Disucussion
We explored six strategies for SV discovery and genotyping with short- and long-read data in the critically endangered kākāpō. We found that the choice of SV discovery tool heavily impacted the overall count, location, and size distribution of SV types characterised. Further, the proportion of SVs retained after filtering for SV call quality and genotype quality varied across all six datasets. Finally, after leveraging a meticulously curated pedigree, we also found that each genotyping approach had variable success in consistently genotyping high quality SVs. As a result, the number and type of SVs carried by individual kākāpō also differed. Nevertheless, there was some agreement between datasets as to which individuals carried a relatively high number of SVs. On the other hand, for the six genotyped filtered datasets, the mean number of SVs in each of two kākāpō lineages differed both within and across generations. Our combined results highlight the challenges associated with the discovery and genotyping of SVs genome-wide. Despite this, we address caveats and highlight considerations and provide recommendations to encourage the pursuit of genome-wide SV characterization in biodiversity genomic research.
Challenges associated with resolving SVs
The SV discovery tools used here vary in the overall number of SVs detected, and the type, size and location of SVs, which suggests each may be sensitive to different mapping characteristics. For instance, the overall number of SVs initially detected, and those that passed call quality filters, varied greatly among the six datasets. Although all tools examined implement similar algorithms for SV discovery, the priority and sensitivity thresholds for each algorithm, as well as approaches for merging calls across individuals, are unique to each tool. Methods used to estimate SV call quality metrics also vary between tools, ranging in complexity from the number of supporting reads (e.g., Delly, Sniffles) to Bayesian inference of allele likelihoods (e.g., Manta). Further, it can be challenging to determine appropriate metric thresholds, in part because these are generally optimised for model species.
Variability in the number of each SV type detected was observed in all six datasets, especially when comparing long- and short-read based tools. All four short-read call quality filtered datasets had a very high prevalence of inversions. Both the individual-based strategy implemented by Delly and Smoove, as well as the multi-sample approach implemented by Manta, likely over-represented the number of inversions relative to other SV types. This is not surprising given the challenges associated with resolving inversion breakpoints, even after the merging of a consensus call set (Ho et al., 2020; Mahmoud et al., 2019). In addition, no clear filtering approach for consistently resolving well-supported inversion breakpoints emerged for the tools used here. While inversions are likely overrepresented in the short-read call set (e.g., Hallast et al., 2021; Kim et al., 2017; Knief et al., 2017), long-read based discovery strategies retained a relatively higher number of insertions than short-read discovery tools. This is also not surprising given the known limitations of short-read data when characterising insertions (Delage et al., 2020).
All six datasets had a wide size distribution across all SV types. It is challenging to determine whether the largest of these SVs are real. There is no clear consensus regarding the largest SV size short-read data can accurately detect (Ho et al., 2020; Mahmoud et al., 2019). It is also unclear what the ideal depth, read length and quality scores are required for long-reads to consistently resolve large SVs (but see below). For example, duplications were, on average, the largest across the six datasets, which could reflect highly repetitive regions and/or mapping error.

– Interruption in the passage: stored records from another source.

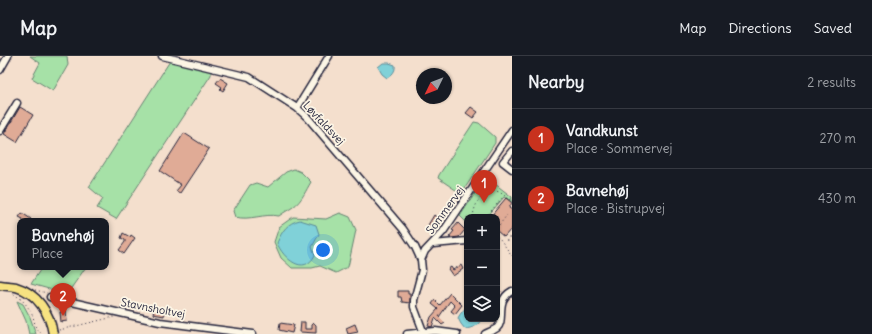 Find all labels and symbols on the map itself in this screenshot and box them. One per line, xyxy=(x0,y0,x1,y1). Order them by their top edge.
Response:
north arrow xyxy=(416,68,452,104)
street label: Løvfaldsvej xyxy=(300,98,348,148)
pin: 1 xyxy=(471,170,497,203)
street label: Sommervej xyxy=(423,183,467,237)
your location xyxy=(313,240,333,260)
pin: 2 xyxy=(50,283,76,316)
street label: Stavnsholtvej xyxy=(120,295,186,321)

Consensus on the location of SVs across the six datasets was limited, and was largely dependent on the number of tools being compared. The lack of complete overlap in the location of SVs between the two Manta datasets is interesting given the overall similarity in the number of SVs per chromosome and the overall counts of each SV type. The strategies used to call SVs with Manta differ only in the way that individuals were grouped during the initial SV discovery (i.e., samples divided into 14 batches, versus all males analysed jointly together and all females analysed jointly). Given that Manta incorporates local assembly of reads when detecting SVs, it is possible that different read sets have therefore led to differences in both the power and precision to accurately locate SVs in these analyses. Randomisation of sample batches would have aided in resolving this, however, this was not possible due to computational resource limitation. It is notable that although the two long-read based tools had a high level of agreement with one another, CuteSV had fewer overlapping calls with the short-read based tools. Whether this can be attributed to the smaller number of SVs in the CuteSV dataset and/or the relative accuracy of each tool is unknown.